Upon hearing the disparaging remarks, Korean students went to the school counselor and reported the teacher. However, school administrators, including Principal Russell Davis, said that the jokes were misinterpreted and attempted to smooth over the incident with an oral apology to the Korean students in the classes.

Some parents of Korean students hoped to end the controversy quietly, out of fear that if the teacher in question were to be fired, other teachers may hold a grudge against the students and not write recommendations needed for college applications. They want to move on quietly.

However, the incident was reported in the JoongAng Ilbo’s New York edition and became a controversy throughout the local Korean-American community. As attention grew, the school transferred the teacher to another school within the county.

In response to the school’s handling of the incident, local Korean-American students, Korean-American organizations in New Jersey and civil groups are collecting signatures demanding strict punishment, such as revocation of the teacher’s license, a reinvestigation and a plan to prevent future incidents.

If a teacher said similar comments about Jewish or black students, follow up measures would have been very different. It was an unacceptable remark in American society, which values diversity, especially in school. Its fortunate that people raised their voices before letting people think that hating Koreans is okay.
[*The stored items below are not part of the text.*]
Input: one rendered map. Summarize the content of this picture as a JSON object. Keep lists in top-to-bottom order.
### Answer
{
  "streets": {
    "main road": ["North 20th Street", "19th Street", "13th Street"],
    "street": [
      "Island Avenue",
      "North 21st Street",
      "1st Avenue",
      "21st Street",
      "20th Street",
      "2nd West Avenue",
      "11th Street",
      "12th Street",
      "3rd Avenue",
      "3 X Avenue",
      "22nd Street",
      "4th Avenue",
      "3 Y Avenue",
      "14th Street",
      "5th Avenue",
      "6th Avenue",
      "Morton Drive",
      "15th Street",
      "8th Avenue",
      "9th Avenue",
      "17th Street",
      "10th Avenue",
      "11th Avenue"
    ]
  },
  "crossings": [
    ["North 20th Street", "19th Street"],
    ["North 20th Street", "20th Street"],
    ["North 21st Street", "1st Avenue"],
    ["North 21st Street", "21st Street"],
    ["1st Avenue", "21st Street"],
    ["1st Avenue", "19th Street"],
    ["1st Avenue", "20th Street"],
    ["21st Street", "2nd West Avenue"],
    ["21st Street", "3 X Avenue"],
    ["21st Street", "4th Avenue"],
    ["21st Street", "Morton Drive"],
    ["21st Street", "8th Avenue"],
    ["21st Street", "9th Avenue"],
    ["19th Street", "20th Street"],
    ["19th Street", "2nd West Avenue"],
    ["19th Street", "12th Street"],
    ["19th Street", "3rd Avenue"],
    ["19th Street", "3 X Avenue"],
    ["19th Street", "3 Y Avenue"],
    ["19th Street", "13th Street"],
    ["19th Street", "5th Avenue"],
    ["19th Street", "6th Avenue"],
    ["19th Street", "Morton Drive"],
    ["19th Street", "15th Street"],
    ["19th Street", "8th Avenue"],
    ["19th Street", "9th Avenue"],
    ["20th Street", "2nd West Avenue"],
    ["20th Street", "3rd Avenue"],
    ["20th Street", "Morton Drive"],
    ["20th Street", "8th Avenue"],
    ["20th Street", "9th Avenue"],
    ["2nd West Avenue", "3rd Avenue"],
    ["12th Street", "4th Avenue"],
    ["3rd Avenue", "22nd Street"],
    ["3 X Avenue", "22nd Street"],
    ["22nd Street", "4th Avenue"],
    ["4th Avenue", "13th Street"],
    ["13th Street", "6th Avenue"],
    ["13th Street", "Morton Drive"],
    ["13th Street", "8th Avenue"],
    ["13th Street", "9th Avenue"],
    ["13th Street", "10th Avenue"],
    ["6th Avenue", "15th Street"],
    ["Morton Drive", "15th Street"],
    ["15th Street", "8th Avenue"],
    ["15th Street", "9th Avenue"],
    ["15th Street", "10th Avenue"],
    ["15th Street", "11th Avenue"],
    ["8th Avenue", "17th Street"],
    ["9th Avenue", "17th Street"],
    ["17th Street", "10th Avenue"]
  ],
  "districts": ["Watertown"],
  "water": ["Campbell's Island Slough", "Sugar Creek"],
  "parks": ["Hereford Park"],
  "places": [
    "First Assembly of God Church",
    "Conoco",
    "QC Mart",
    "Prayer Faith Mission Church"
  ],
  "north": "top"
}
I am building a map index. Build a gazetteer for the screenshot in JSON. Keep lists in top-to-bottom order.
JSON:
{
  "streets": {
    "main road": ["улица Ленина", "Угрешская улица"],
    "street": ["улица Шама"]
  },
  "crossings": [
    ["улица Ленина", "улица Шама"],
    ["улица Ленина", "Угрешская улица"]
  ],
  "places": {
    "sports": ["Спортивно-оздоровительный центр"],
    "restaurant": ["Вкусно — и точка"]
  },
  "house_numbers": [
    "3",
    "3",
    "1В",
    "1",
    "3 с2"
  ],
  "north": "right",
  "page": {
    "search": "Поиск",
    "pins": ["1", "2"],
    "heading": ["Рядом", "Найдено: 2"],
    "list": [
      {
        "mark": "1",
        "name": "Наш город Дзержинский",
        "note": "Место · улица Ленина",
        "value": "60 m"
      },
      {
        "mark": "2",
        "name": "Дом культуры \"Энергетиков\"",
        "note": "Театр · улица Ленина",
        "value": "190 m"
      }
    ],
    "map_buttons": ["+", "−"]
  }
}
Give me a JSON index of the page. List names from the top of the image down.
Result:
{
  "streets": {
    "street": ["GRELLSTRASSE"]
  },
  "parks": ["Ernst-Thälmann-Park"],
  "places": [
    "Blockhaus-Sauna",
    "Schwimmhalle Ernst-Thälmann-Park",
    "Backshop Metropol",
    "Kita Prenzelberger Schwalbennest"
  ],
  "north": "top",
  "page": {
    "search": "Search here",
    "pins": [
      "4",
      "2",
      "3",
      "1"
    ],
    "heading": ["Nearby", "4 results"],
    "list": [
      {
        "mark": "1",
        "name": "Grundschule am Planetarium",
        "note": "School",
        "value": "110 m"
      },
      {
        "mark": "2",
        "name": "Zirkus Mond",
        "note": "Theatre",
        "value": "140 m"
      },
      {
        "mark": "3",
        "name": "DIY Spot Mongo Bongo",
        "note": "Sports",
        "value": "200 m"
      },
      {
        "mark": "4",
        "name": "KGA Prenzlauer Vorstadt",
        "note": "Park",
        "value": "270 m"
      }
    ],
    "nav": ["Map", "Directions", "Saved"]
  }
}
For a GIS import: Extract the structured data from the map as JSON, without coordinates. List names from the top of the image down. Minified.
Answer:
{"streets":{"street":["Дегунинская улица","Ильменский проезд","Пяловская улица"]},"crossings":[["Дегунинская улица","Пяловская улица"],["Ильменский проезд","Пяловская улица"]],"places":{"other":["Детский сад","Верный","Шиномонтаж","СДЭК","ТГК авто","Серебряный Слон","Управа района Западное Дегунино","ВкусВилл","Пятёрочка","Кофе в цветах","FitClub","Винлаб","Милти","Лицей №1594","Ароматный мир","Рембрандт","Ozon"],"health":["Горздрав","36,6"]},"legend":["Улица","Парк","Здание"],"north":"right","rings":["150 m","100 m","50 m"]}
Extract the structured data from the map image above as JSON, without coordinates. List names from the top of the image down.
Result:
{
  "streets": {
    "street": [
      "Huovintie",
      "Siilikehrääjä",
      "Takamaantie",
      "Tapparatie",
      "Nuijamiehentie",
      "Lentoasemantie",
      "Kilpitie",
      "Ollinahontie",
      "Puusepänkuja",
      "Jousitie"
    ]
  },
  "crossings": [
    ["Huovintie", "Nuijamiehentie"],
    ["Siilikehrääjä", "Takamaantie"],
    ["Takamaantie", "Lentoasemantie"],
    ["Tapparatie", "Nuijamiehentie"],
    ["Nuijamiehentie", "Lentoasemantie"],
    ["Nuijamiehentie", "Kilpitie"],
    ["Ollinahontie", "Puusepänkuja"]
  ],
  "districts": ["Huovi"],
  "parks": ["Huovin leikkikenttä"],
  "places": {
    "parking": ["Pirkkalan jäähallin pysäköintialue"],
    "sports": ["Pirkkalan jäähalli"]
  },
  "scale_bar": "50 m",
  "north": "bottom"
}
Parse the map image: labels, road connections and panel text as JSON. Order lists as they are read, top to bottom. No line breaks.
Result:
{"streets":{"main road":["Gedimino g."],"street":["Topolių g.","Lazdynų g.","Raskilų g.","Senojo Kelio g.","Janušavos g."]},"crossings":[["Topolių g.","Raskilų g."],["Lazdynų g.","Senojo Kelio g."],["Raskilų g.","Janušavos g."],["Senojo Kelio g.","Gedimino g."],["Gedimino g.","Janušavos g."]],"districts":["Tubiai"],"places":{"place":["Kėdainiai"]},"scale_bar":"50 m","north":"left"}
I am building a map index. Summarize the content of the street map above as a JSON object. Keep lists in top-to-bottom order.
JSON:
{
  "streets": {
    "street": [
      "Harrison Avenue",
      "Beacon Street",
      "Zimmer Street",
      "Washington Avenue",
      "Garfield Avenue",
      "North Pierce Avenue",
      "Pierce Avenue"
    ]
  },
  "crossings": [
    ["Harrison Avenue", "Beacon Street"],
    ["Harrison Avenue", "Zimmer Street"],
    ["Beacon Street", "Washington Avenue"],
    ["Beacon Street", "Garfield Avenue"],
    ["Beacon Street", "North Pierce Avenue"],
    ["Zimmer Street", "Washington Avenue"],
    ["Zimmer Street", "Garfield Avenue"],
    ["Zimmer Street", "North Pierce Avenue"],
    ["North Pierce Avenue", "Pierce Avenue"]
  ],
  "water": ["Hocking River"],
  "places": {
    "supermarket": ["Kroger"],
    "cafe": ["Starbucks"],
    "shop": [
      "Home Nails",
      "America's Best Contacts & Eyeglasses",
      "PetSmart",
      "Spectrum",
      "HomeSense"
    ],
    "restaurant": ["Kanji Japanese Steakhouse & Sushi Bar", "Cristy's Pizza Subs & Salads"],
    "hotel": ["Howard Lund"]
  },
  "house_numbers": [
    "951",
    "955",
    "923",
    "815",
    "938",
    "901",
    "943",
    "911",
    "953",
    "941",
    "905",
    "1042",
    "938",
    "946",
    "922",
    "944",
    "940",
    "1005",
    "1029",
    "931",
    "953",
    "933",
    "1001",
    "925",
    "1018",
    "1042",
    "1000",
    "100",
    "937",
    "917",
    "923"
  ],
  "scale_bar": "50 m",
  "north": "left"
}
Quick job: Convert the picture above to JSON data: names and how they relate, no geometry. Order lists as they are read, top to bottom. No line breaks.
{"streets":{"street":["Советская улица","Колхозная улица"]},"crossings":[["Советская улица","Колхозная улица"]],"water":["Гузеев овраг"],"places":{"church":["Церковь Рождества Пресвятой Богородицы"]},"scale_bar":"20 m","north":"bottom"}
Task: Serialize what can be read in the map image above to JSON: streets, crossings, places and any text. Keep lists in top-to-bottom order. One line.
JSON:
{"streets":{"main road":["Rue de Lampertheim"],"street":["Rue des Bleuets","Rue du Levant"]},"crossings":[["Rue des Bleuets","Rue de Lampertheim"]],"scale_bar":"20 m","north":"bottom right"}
I had a similar feeling about the outcomes of President Moon Jae-in’s visit to China. U.S. Senator Cory Gardner, the chairman of the Foreign Relations Subcommittee on East Asia, the Pacific, and International Cybersecurity Policy, said that China’s economic retaliation over the Thaad deployment in the previous administration resulted in as much as 13.5 trillion won ($12.5 billion) in damage. Korea did not bring the case to the WTO or get any apology. Korea tried to handle the issue quietly. In the end, group tours to Korea are still restricted. If Korea had spoken up early on, we wouldn’t be dragged like this.

JoongAng Ilbo, Dec. 23, Page 30

*The author is the New York correspondent of the JoongAng Ilbo.